_Action item_: Give back an exact copy of the lines in the records below, from the line that has "ctx.lineJoin = 'round';" through the line that has "M 1504,2 L 1676,2 L 1667,30 L 1592,30 Z", and nothing besides.

### Task material

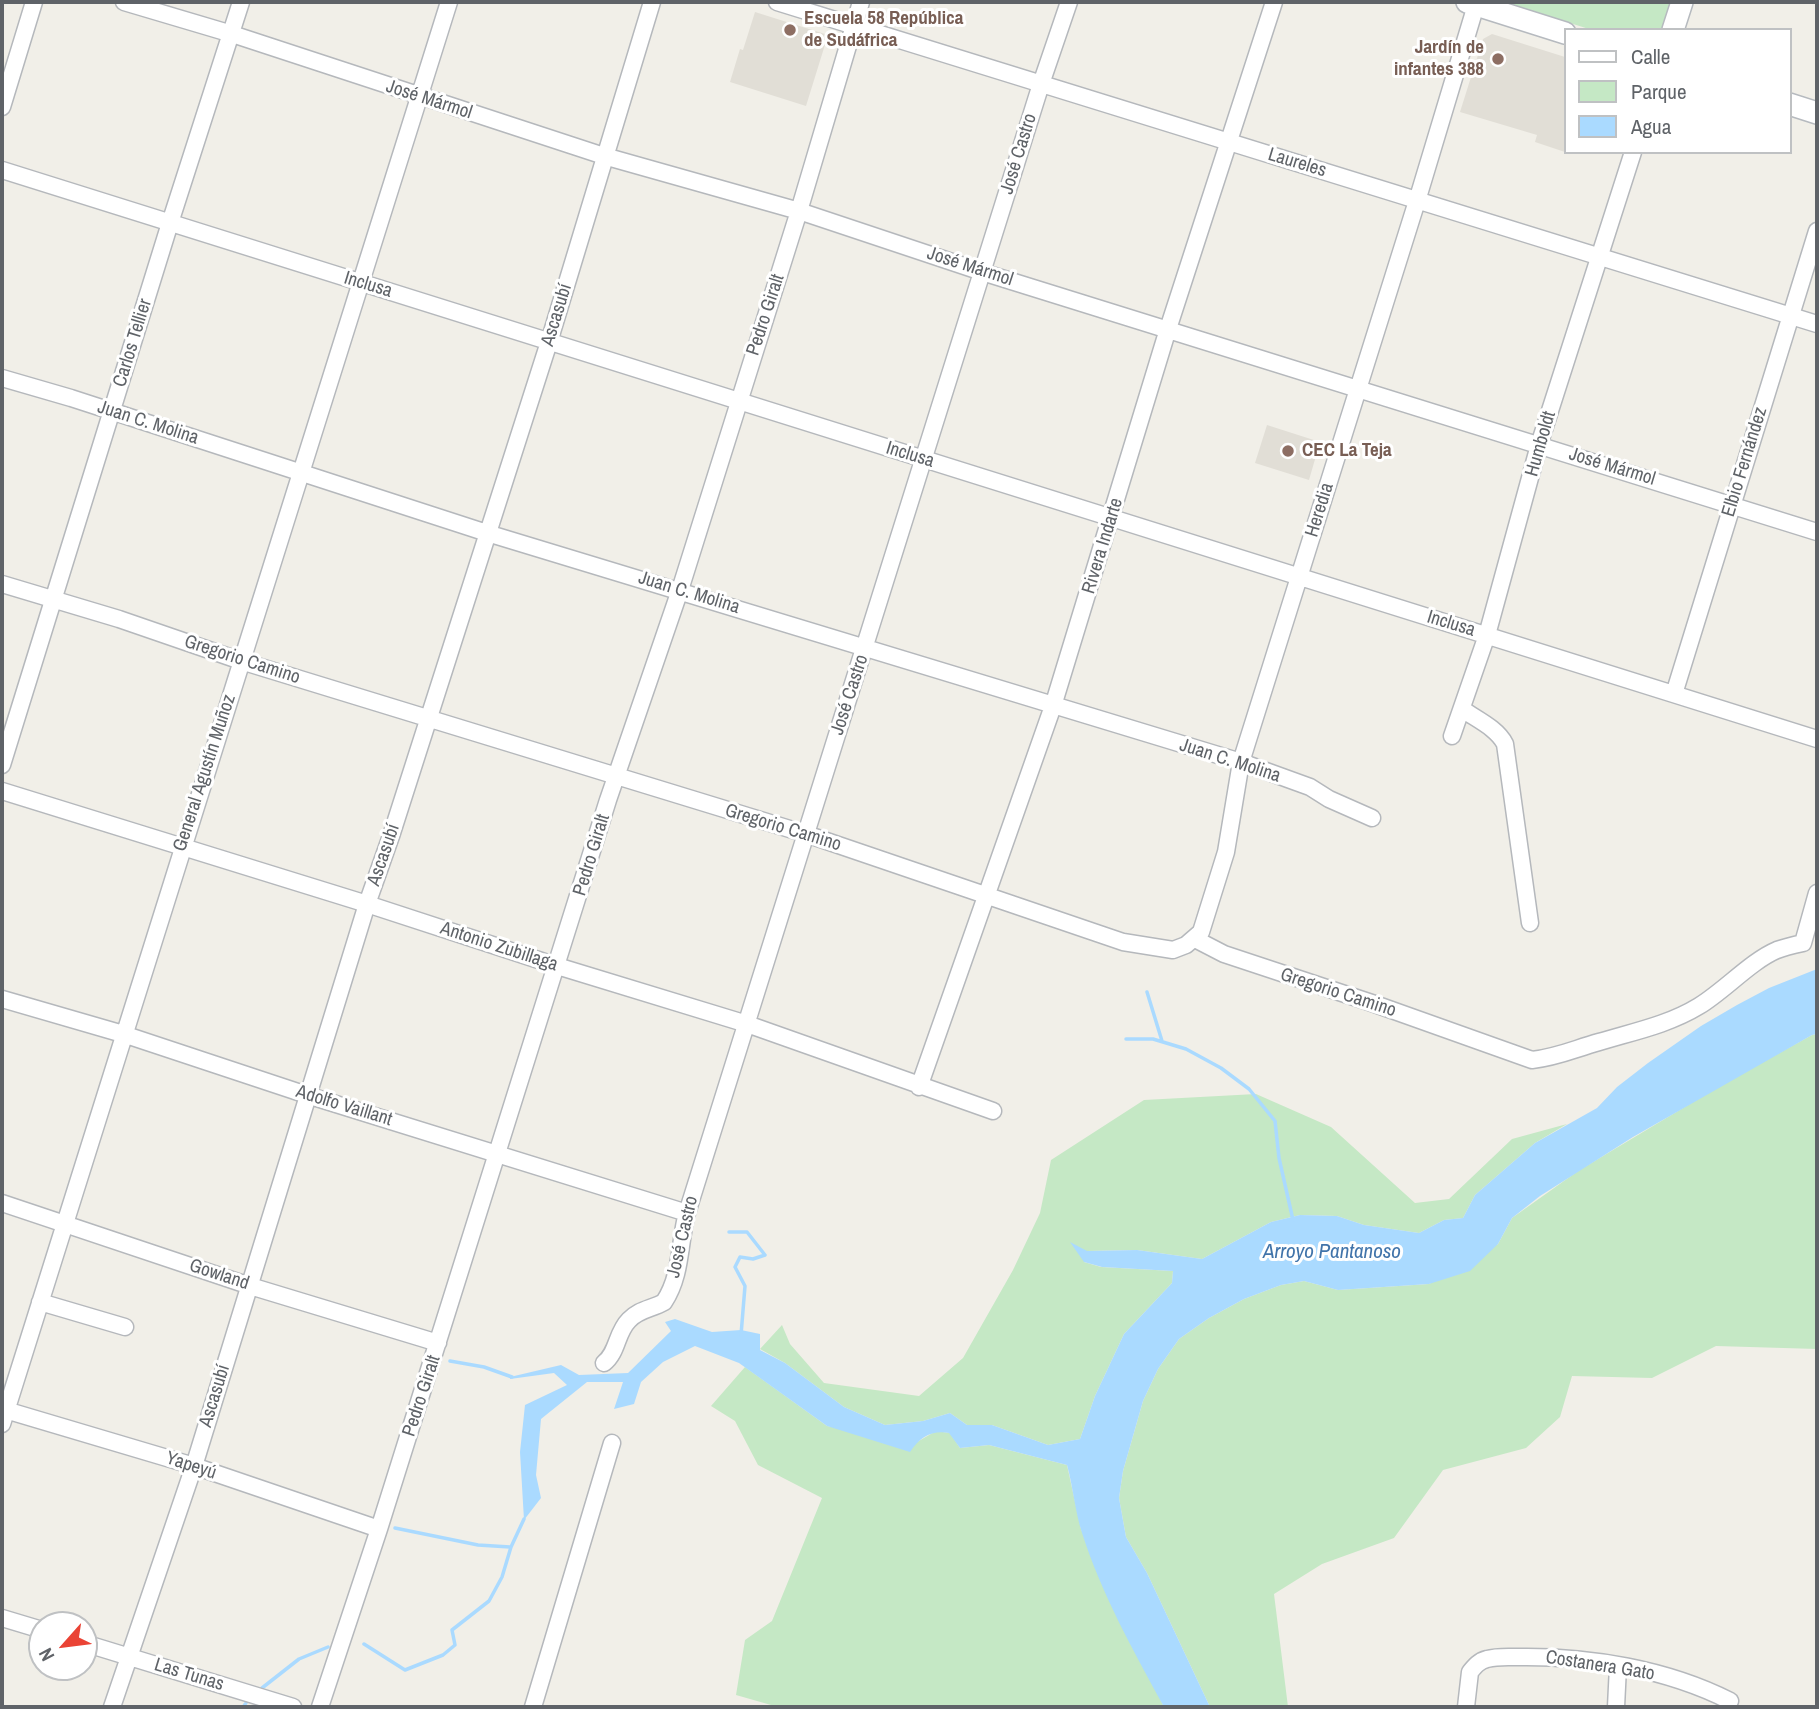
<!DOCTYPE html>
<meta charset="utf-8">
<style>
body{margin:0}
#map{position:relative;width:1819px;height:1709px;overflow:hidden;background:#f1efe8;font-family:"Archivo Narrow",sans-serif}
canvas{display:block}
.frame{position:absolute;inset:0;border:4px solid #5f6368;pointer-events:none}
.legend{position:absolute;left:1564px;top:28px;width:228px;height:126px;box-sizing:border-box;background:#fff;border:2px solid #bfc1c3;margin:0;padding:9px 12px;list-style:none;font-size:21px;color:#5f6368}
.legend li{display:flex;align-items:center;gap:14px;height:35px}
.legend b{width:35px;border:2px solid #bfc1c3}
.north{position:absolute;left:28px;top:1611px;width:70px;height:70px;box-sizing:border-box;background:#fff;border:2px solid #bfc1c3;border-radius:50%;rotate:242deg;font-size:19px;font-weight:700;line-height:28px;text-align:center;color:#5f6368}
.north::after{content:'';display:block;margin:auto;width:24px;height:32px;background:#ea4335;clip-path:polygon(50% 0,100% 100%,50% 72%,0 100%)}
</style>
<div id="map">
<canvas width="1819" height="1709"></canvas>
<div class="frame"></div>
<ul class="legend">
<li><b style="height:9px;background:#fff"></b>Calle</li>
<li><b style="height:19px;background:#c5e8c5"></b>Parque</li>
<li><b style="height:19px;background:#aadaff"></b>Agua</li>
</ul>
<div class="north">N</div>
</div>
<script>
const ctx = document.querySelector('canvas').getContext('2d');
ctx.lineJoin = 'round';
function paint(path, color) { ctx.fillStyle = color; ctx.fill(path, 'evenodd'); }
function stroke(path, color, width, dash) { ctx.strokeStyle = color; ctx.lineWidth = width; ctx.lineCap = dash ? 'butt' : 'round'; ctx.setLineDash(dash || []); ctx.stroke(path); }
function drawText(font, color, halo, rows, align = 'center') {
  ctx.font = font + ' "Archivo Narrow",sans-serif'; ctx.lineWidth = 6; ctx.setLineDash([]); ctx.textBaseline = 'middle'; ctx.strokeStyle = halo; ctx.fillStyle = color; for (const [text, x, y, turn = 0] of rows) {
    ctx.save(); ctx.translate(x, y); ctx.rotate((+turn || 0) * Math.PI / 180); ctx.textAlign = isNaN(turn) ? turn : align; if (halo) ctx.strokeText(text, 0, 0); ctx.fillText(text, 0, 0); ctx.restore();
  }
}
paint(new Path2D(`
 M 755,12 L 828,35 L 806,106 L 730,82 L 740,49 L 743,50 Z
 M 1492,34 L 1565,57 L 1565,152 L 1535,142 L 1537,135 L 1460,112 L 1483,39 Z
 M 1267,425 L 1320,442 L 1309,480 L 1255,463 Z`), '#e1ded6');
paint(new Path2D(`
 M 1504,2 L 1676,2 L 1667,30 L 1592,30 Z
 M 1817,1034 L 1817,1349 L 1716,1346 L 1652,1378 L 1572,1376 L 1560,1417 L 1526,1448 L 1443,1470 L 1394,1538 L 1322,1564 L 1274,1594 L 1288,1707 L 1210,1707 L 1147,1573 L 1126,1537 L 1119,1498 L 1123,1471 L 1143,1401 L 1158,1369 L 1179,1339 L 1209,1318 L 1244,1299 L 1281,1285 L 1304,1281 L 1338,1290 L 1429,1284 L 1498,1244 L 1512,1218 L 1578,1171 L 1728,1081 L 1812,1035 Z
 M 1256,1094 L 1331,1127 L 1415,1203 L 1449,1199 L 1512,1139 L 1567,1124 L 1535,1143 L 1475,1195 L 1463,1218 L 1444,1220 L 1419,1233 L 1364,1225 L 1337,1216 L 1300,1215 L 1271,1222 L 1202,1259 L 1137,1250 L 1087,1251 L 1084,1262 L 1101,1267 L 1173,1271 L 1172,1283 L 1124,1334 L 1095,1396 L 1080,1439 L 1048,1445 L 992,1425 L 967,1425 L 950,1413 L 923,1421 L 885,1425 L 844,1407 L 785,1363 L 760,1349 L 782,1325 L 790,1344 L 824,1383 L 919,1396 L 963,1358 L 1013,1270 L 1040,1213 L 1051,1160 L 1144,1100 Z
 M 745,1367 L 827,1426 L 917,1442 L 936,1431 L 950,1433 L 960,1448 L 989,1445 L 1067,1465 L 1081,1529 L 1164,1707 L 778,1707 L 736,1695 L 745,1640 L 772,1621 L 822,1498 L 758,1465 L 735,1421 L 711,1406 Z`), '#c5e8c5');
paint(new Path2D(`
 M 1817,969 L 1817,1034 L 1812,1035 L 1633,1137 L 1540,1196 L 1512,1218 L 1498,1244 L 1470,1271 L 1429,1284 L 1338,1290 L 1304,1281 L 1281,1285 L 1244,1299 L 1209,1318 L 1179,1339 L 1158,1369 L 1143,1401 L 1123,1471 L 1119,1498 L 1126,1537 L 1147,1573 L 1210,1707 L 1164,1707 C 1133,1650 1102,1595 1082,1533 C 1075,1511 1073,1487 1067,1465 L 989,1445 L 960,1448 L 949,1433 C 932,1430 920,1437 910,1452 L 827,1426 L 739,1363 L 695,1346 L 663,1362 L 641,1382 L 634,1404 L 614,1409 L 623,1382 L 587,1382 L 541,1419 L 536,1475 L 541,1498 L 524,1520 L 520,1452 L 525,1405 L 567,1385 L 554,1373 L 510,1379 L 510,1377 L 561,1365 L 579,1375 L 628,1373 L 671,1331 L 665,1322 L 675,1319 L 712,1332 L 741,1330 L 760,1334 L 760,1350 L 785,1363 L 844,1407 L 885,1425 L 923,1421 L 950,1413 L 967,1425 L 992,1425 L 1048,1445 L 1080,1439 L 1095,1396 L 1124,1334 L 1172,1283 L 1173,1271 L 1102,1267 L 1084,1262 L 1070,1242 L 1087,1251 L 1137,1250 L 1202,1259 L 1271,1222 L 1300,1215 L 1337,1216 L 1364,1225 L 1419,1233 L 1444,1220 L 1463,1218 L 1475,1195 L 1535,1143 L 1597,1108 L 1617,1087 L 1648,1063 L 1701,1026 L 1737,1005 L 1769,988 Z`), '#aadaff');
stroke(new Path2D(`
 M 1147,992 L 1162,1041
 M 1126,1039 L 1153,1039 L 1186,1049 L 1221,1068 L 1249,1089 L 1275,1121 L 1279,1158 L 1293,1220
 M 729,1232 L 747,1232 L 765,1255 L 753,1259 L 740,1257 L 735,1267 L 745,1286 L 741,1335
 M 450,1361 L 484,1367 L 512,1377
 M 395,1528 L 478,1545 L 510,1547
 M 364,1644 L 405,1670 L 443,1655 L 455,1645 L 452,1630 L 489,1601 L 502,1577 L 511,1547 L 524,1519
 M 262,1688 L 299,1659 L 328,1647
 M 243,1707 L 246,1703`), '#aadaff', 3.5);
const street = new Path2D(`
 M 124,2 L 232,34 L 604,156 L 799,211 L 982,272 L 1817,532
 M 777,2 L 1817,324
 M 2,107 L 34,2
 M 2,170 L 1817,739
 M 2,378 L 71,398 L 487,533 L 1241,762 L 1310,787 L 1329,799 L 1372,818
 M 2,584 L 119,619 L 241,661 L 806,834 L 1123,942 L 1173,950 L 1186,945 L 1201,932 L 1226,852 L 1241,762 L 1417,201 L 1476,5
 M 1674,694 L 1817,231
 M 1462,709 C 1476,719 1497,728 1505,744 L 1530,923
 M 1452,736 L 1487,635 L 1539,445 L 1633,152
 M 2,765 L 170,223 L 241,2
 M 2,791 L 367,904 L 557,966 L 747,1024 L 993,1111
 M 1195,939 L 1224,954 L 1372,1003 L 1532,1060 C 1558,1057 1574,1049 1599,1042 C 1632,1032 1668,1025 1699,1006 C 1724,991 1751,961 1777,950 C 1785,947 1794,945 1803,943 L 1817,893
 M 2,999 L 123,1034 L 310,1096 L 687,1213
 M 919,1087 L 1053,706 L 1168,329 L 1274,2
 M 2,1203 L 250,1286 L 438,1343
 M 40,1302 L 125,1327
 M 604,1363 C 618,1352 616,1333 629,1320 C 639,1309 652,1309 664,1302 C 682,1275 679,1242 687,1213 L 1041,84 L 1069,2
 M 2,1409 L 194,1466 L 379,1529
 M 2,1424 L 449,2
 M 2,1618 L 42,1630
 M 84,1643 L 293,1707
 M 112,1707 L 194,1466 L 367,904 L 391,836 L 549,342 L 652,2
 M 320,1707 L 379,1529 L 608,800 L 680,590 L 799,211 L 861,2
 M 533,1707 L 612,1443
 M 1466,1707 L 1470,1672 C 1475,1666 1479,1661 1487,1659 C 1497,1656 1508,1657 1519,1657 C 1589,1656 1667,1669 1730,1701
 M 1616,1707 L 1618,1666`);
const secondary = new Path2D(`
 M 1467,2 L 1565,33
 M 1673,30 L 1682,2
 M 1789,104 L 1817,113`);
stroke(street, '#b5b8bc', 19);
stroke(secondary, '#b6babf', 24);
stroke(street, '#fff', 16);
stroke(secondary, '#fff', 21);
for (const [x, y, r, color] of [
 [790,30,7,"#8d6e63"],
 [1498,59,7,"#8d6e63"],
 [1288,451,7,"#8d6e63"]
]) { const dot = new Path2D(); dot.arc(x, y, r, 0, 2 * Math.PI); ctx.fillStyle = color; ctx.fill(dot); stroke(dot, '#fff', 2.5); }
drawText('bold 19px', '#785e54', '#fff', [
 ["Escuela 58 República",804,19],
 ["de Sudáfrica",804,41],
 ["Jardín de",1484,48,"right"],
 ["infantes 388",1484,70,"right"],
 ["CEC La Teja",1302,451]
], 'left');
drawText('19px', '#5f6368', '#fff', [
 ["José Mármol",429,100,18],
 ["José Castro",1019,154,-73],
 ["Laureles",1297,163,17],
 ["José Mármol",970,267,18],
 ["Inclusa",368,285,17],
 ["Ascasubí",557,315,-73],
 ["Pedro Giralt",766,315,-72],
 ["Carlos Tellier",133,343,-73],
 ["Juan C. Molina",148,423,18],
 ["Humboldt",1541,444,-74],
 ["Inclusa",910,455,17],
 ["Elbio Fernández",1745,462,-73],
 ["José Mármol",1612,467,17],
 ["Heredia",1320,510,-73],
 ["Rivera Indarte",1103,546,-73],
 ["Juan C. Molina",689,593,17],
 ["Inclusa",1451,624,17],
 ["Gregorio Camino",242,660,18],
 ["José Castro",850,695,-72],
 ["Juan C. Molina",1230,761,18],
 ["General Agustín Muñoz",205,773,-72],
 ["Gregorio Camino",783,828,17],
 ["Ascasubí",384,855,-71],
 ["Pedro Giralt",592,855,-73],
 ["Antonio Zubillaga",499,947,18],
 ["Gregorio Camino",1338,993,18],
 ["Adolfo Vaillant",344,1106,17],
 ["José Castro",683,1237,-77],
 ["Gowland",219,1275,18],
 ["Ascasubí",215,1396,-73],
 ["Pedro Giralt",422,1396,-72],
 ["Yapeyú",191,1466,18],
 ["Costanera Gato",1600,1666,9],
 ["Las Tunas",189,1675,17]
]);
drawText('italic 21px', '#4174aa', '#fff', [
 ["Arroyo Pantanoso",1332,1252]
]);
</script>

######

_Your solution_:
ctx.lineJoin = 'round';
function paint(path, color) { ctx.fillStyle = color; ctx.fill(path, 'evenodd'); }
function stroke(path, color, width, dash) { ctx.strokeStyle = color; ctx.lineWidth = width; ctx.lineCap = dash ? 'butt' : 'round'; ctx.setLineDash(dash || []); ctx.stroke(path); }
function drawText(font, color, halo, rows, align = 'center') {
  ctx.font = font + ' "Archivo Narrow",sans-serif'; ctx.lineWidth = 6; ctx.setLineDash([]); ctx.textBaseline = 'middle'; ctx.strokeStyle = halo; ctx.fillStyle = color; for (const [text, x, y, turn = 0] of rows) {
    ctx.save(); ctx.translate(x, y); ctx.rotate((+turn || 0) * Math.PI / 180); ctx.textAlign = isNaN(turn) ? turn : align; if (halo) ctx.strokeText(text, 0, 0); ctx.fillText(text, 0, 0); ctx.restore();
  }
}
paint(new Path2D(`
 M 755,12 L 828,35 L 806,106 L 730,82 L 740,49 L 743,50 Z
 M 1492,34 L 1565,57 L 1565,152 L 1535,142 L 1537,135 L 1460,112 L 1483,39 Z
 M 1267,425 L 1320,442 L 1309,480 L 1255,463 Z`), '#e1ded6');
paint(new Path2D(`
 M 1504,2 L 1676,2 L 1667,30 L 1592,30 Z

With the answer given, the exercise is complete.